Je ne m’étais jamais imaginé meurtrier, bien que l’envie m’ait traversé l’esprit comme tout un chacun. J’avais du mal à déterminer ce qui m’avait motivé, mais je m’en contrebalançais. Ce qui était sûr c’est que ses derniers instants furent les miens et j’en tirais de la satisfaction, une satisfaction d’artiste, je m’excuse du terme, comme un cinéaste qui aurait filmé les derniers instants d’une vie, un film réel à outrance [1].
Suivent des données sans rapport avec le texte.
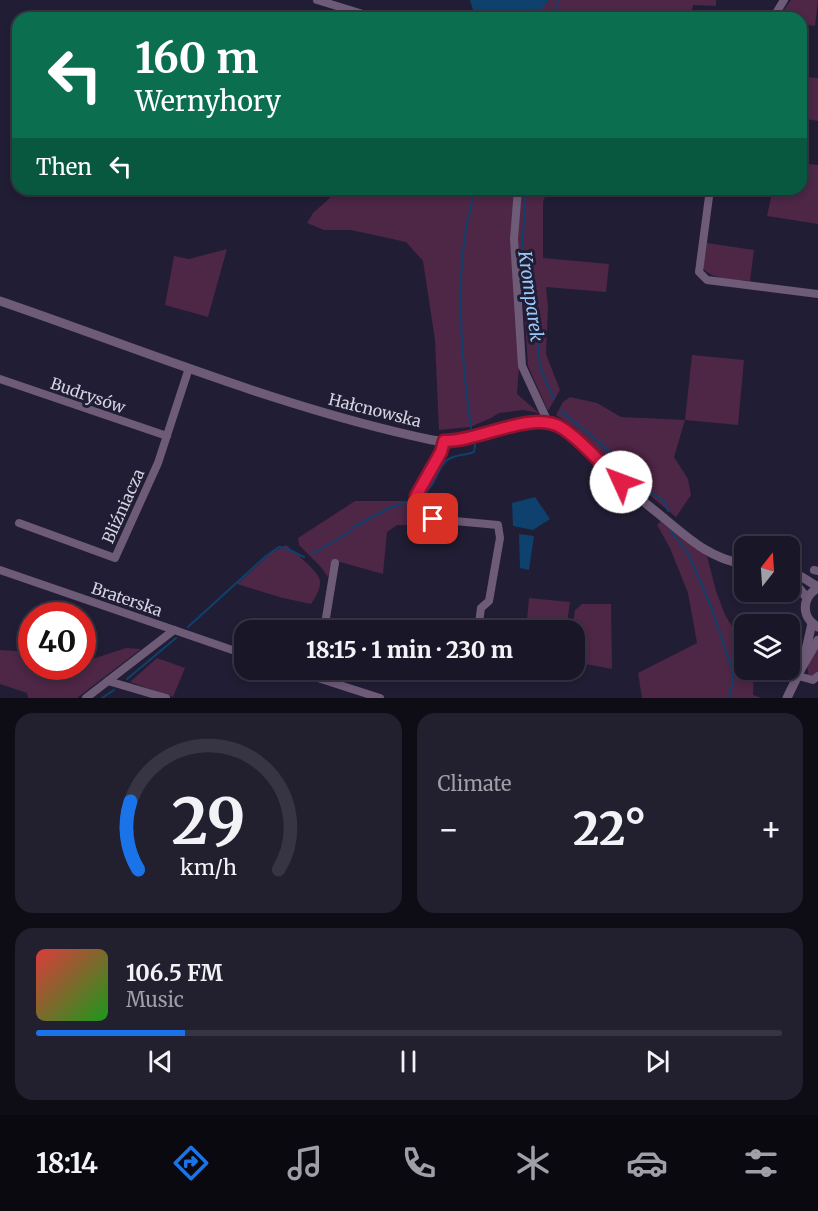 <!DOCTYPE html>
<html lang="en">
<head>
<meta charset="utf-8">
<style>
	body { margin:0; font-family:Merriweather,serif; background:#221f2f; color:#f1f3f6; height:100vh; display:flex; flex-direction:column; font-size:22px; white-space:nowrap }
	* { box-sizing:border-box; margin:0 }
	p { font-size:20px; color:#9f9fa7 }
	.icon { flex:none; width:33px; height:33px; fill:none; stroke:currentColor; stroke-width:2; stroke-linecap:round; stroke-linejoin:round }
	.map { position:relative; height:698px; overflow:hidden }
	.side { display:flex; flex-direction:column; gap:15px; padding:15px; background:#0e0c15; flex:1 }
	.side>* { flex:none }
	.top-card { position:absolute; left:12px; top:12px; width:795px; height:183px; border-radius:18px; box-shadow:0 3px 9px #0003,0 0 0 2px #373544; background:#0b6e4f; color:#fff; overflow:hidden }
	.needle { width:39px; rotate:17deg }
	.buttons { position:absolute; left:734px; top:536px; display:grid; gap:12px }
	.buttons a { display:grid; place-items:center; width:66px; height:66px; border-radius:12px; background:#191627; box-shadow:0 3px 9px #0003,0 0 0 2px #373544; font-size:30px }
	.speed { position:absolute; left:18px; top:602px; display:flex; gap:12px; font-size:30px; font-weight:700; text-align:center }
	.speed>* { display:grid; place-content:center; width:78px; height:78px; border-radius:50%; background:#191627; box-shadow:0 3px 9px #0003,0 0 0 2px #373544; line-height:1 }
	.speed .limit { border:9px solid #d22; background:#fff; color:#111 }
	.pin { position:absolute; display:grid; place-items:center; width:51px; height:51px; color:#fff; margin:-26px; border-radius:12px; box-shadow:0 3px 9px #0006 }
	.me { position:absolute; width:66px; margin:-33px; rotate:313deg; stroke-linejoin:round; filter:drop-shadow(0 0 4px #0008) }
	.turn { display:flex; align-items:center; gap:21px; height:126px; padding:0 24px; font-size:27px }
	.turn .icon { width:78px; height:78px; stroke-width:2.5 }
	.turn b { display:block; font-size:42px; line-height:51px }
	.then { display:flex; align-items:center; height:57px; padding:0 24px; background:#0003; gap:12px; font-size:22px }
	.big { font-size:45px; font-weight:800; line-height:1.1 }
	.side .tile { flex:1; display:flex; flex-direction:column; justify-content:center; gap:9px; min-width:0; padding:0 21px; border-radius:18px; background:#221f2f }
	.side .dial { align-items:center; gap:0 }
	.dial svg { height:156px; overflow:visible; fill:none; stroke:#373544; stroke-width:7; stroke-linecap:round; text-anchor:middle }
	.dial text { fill:#f1f3f6; stroke:none }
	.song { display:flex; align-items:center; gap:18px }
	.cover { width:72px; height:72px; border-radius:9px; background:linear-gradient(135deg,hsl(0 70% 55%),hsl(120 70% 35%)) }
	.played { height:6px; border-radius:3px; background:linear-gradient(90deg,#1a73e8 20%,#373544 20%) }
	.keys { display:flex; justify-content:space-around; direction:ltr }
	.heat { display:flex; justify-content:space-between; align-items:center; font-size:33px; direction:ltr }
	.side .tiles { flex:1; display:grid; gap:15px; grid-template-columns:1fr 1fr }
	.tile:last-child { grid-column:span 2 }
	.trip { position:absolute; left:234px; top:620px; width:351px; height:60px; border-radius:18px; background:#191627; box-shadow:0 3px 9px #0003,0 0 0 2px #373544; font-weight:800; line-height:60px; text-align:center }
	.menu { display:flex; height:96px; justify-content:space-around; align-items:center; background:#0a0910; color:#9f9fa7 }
	.menu .icon { width:42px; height:42px }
	.menu .current { color:#1a73e8 }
	.menu b { font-size:27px; color:#f1f3f6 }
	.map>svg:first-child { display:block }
	.green { fill:#4e2646 }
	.water { fill:#0e416d }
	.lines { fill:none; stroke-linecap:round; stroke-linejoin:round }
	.stream { stroke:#0e416d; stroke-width:2 }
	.minor { stroke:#6e5b78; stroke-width:8 }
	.tertiary { stroke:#6e5b78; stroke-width:9 }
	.route-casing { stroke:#92132f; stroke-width:15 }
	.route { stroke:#e11d48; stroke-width:10 }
	.labels { text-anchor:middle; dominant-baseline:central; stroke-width:6; stroke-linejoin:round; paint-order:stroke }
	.street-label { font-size:16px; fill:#d5d3e2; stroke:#211d34 }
	.water-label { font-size:18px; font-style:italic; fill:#99c9fb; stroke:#211d34 }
</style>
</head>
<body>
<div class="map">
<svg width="818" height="698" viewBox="0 0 818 698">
	<rect width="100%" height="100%" fill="#211d34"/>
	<g class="green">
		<polygon points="549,0 716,0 716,6 693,5 691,18 528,18 545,5"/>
		<polygon points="791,0 818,0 815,26 801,24 801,18 778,18"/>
		<polygon points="801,77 818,78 818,121 801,118"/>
		<polygon points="801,163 818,165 818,224 767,216 773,189 801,189"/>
		<polygon points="340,189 548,189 543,202 543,258 609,264 606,292 546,287 548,306 546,354 560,390 548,411 528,366 523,290 516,282 519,367 517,394 539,413 523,410 499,413 491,418 470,427 439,430 435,340 423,261 406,242 351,230 324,230 307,223 313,213"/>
		<path d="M 707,243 L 754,250 L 750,281 C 735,279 713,281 703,268 Z"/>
		<polygon points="227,249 208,317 165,305 174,256 189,259"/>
		<polygon points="692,355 744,360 738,425 685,420 674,457 688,479 691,495 676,517 618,469 574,427 556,415 563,402 570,397 597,403 621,417 685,420"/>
		<polygon points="355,501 411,501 416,525 397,525 387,532 383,574 333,560 328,577 321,567 299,545 298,538"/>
		<polygon points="661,521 707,556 716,591 725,615 736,633 744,634 744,669 754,669 753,695 762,698 642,698 638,673 697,643 688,593 670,548 657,525"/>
		<path d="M 286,545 C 295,553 318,570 320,581 C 321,589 315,598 311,604 L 283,598 L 237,584 L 271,553 Z"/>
		<polygon points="529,598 570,602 566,630 526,630"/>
		<polygon points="582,604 611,604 612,669 575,662 574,630 572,630 575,610"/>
		<polygon points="818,646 818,671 813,677 809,676 807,667"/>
		<polygon points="126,648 141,649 77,698 28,698 27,693 0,684 0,650 31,652 32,666 82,666 83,662"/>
		<polygon points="157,658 185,668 173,697 130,682"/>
	</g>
	<g class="water">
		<path d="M 470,0 L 549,0 C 534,24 504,18 480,18 L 473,10 Z"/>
		<polygon points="535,497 550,519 533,530 513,526 512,503"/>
		<polygon points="519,534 534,536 529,570 520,568"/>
	</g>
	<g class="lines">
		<g class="stream">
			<polyline points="553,18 558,0"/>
			<polyline points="526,189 522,252 532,275 540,368 554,399"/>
			<polyline points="560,410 600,443 637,482 665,502 668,511"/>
			<path d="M 471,428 C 461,356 452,258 476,189"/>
			<path d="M 423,494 C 435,487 436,471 446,461 C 454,454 464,456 474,452 L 475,445"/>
			<polyline points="670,530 688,553 710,604 732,669 732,685 729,698"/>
			<polyline points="312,554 347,534 354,527 389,508 410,501"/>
			<polyline points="188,627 266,556 279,547 286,548 304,557"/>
			<polyline points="127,679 176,638"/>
			<polyline points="102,698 114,690"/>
		</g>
		<g class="minor">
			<polyline points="317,0 376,18"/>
			<polyline points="773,18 784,0"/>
			<polyline points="518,189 514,239 522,366 548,422"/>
			<polyline points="710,189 699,272 707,280 818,294"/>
			<polyline points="0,379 167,436"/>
			<polyline points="444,441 441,452 416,496 418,509 433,519 498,525 500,538 489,601 481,608 478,630"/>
			<polyline points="19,523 115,558 158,463 189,368"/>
			<polyline points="0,570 244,654"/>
			<polyline points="814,570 818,571"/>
			<polyline points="324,630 335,563"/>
			<polyline points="290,669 380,698"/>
			<polyline points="798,676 813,680 818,676"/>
			<polyline points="108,681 166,698"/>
			<polyline points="86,698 174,630"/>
		</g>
		<g class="tertiary">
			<path d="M 0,301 C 143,350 284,409 432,440 C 471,448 523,413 552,424 C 573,431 589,452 604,467 C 622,484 640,499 659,514 C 686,536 709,559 744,564"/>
			<polyline points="789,572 802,577 818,587"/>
			<polyline points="789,576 807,598"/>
			<path d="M 818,588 C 801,597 801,618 818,627"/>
			<polyline points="804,659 812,623"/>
			<polyline points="787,698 802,667 818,640"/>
		</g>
	</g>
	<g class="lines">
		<defs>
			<path id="route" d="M 433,519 L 418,509 L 416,496 L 441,452 L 444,441 C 479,442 532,409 562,428 C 584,442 601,465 621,482"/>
		</defs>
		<use href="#route" class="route-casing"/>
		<use href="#route" class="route"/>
	</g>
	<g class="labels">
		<g class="street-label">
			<text transform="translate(88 395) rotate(19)">Budrysów</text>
			<text transform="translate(375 410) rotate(14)">Hałcnowska</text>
			<text transform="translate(123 506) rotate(-66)">Bliźniacza</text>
			<text transform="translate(127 599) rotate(19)">Braterska</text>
		</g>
		<g class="water-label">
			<text transform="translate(531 296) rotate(82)">Kromparek</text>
		</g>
	</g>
</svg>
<div class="buttons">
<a><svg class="needle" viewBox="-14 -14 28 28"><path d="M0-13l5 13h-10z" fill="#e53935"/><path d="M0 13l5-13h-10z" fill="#9f9fa7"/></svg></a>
<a><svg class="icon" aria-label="layers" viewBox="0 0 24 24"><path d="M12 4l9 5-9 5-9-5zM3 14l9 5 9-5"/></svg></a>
</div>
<div class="speed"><div class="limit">40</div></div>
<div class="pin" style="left:433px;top:519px;background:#d93025"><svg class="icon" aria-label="arrive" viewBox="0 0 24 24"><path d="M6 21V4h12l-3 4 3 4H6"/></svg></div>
<svg class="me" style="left:621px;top:482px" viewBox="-20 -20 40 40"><circle r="19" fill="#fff"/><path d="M0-13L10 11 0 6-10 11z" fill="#e11d48"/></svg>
<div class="trip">18:15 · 1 min · 230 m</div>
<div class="top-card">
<div class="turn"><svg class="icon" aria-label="left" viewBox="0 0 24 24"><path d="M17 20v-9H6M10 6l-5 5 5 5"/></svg><div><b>160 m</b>Wernyhory</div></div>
<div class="then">Then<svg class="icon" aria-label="left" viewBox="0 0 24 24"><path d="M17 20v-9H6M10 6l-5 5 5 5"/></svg></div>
</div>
</div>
<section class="side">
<div class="tiles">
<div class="tile dial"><svg viewBox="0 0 100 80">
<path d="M14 69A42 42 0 1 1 86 69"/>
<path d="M14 69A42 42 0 0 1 10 34" stroke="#1a73e8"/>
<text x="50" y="56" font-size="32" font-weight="700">29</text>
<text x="50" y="72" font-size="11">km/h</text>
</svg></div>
<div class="tile"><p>Climate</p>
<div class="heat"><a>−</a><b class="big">22°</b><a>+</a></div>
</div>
<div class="tile">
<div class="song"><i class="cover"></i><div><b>106.5 FM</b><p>Music</p></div></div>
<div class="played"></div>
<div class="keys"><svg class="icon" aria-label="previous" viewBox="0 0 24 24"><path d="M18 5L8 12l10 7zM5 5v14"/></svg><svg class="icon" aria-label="pause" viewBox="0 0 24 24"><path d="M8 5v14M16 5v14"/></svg><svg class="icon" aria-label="next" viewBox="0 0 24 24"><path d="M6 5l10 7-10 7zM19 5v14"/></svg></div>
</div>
</div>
</section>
<nav class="menu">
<b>18:14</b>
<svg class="icon current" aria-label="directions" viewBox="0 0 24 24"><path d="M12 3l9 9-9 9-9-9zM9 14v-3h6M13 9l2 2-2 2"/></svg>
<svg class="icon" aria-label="music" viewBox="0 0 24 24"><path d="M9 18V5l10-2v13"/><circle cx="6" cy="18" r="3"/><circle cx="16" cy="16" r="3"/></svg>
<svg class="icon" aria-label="phone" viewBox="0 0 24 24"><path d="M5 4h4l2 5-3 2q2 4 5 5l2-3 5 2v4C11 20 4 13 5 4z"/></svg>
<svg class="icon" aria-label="climate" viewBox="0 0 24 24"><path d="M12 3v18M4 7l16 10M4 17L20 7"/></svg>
<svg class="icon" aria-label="car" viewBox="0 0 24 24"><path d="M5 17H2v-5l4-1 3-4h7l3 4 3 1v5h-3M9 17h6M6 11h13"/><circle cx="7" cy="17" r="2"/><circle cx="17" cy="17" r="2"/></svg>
<svg class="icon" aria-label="filters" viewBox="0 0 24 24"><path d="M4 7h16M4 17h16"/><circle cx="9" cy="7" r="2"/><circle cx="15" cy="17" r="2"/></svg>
</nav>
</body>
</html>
Voilà c’est l’outrance qui me faisait jouir, le sexe de ma victime n’avait de l’importance que parce que j’étais un homme. Je terminais la soirée dans ces divagations et je finis par me traîner jusqu’à mon lit pour me repaître mentalement de ce que j’avais fait et surtout apprécier la facilité avec laquelle je ressentais sa mort, ou plutôt son absence définitive pour être plus précis.

Le lendemain, je me réveillais avec un étrange sentiment de distance vis-à-vis du monde, je fis quelques emplettes et je me « scotchai » une fois de plus sur Internet jusqu’au soir en m’assurant dans la presse en ligne si Virginie refaisait surface. Mais rien, alors je me rabattis sur mes pseudo-préférés tout en laissant mûrir une tension qui ne me quitterait plus. Lucie ne m’appela pas ce jour-là, cela voulait dire qu’elle avait décidé de ne pas aller à la réunion, moi non plus d’ailleurs, j’étais trop bourré pour me traîner à l’autre bout de la ville. J’avais fait un deuil a contrario, celui de mourir avec ma bouteille. Ce n’était pas reluisant j’en conviens, mais en l’espace de vingt-quatre heures toutes mes convictions tant religieuses que médicales s’étaient consumées. Comme je l’avais dit à Lucie je muais pour devenir un éphémère.